*WORK TASK:*
Set down the entries exactly. No line may differ from its source.
──────
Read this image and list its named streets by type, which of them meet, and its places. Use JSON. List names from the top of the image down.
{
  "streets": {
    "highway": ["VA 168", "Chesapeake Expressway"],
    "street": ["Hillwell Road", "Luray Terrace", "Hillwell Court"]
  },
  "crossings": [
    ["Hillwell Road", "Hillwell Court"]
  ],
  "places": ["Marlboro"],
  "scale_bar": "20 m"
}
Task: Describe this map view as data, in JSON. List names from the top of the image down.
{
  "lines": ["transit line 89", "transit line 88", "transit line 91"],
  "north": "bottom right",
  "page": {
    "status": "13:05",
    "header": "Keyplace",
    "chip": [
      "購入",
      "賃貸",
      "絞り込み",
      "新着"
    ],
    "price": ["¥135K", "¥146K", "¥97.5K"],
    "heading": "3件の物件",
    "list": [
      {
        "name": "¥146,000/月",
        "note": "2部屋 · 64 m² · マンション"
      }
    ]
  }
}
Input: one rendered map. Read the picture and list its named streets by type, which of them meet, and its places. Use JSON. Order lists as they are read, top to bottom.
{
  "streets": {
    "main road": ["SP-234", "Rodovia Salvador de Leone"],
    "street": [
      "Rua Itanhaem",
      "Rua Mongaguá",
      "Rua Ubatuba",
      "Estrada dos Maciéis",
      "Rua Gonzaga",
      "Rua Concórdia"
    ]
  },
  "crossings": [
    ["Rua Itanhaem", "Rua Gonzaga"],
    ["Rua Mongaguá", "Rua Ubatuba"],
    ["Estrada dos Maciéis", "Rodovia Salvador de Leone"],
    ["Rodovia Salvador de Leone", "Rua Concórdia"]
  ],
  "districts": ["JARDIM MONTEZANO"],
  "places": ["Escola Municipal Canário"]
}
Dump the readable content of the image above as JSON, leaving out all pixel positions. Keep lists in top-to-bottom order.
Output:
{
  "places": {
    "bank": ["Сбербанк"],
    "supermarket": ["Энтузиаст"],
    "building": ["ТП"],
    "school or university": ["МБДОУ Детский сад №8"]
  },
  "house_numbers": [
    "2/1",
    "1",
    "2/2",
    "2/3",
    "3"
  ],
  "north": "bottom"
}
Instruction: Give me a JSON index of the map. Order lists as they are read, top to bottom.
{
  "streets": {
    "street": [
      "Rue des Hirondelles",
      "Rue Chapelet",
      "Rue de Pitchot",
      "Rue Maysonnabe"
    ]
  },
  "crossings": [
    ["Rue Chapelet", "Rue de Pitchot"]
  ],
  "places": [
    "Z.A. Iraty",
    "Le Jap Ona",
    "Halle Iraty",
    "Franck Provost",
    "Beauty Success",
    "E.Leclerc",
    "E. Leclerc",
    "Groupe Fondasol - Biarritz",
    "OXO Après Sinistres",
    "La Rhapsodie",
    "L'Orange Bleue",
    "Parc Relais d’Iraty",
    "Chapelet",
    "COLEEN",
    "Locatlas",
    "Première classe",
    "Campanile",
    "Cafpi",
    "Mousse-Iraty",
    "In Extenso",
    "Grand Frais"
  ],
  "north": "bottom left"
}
──────
*SOLUTION TO THIS PROBLEM:*
Read this image and list its named streets by type, which of them meet, and its places. Use JSON. List names from the top of the image down.
{
  "streets": {
    "highway": ["VA 168", "Chesapeake Expressway"],
    "street": ["Hillwell Road", "Luray Terrace", "Hillwell Court"]
  },
  "crossings": [
    ["Hillwell Road", "Hillwell Court"]
  ],
  "places": ["Marlboro"],
  "scale_bar": "20 m"
}
Task: Describe this map view as data, in JSON. List names from the top of the image down.
{
  "lines": ["transit line 89", "transit line 88", "transit line 91"],
  "north": "bottom right",
  "page": {
    "status": "13:05",
    "header": "Keyplace",
    "chip": [
      "購入",
      "賃貸",
      "絞り込み",
      "新着"
    ],
    "price": ["¥135K", "¥146K", "¥97.5K"],
    "heading": "3件の物件",
    "list": [
      {
        "name": "¥146,000/月",
        "note": "2部屋 · 64 m² · マンション"
      }
    ]
  }
}
Input: one rendered map. Read the picture and list its named streets by type, which of them meet, and its places. Use JSON. Order lists as they are read, top to bottom.
{
  "streets": {
    "main road": ["SP-234", "Rodovia Salvador de Leone"],
    "street": [
      "Rua Itanhaem",
      "Rua Mongaguá",
      "Rua Ubatuba",
      "Estrada dos Maciéis",
      "Rua Gonzaga",
      "Rua Concórdia"
    ]
  },
  "crossings": [
    ["Rua Itanhaem", "Rua Gonzaga"],
    ["Rua Mongaguá", "Rua Ubatuba"],
    ["Estrada dos Maciéis", "Rodovia Salvador de Leone"],
    ["Rodovia Salvador de Leone", "Rua Concórdia"]
  ],
  "districts": ["JARDIM MONTEZANO"],
  "places": ["Escola Municipal Canário"]
}
Dump the readable content of the image above as JSON, leaving out all pixel positions. Keep lists in top-to-bottom order.
Output:
{
  "places": {
    "bank": ["Сбербанк"],
    "supermarket": ["Энтузиаст"],
    "building": ["ТП"],
    "school or university": ["МБДОУ Детский сад №8"]
  },
  "house_numbers": [
    "2/1",
    "1",
    "2/2",
    "2/3",
    "3"
  ],
  "north": "bottom"
}
Instruction: Give me a JSON index of the map. Order lists as they are read, top to bottom.
{
  "streets": {
    "street": [
      "Rue des Hirondelles",
      "Rue Chapelet",
      "Rue de Pitchot",
      "Rue Maysonnabe"
    ]
  },
  "crossings": [
    ["Rue Chapelet", "Rue de Pitchot"]
  ],
  "places": [
    "Z.A. Iraty",
    "Le Jap Ona",
    "Halle Iraty",
    "Franck Provost",
    "Beauty Success",
    "E.Leclerc",
    "E. Leclerc",
    "Groupe Fondasol - Biarritz",
    "OXO Après Sinistres",
    "La Rhapsodie",
    "L'Orange Bleue",
    "Parc Relais d’Iraty",
    "Chapelet",
    "COLEEN",
    "Locatlas",
    "Première classe",
    "Campanile",
    "Cafpi",
    "Mousse-Iraty",
    "In Extenso",
    "Grand Frais"
  ],
  "north": "bottom left"
}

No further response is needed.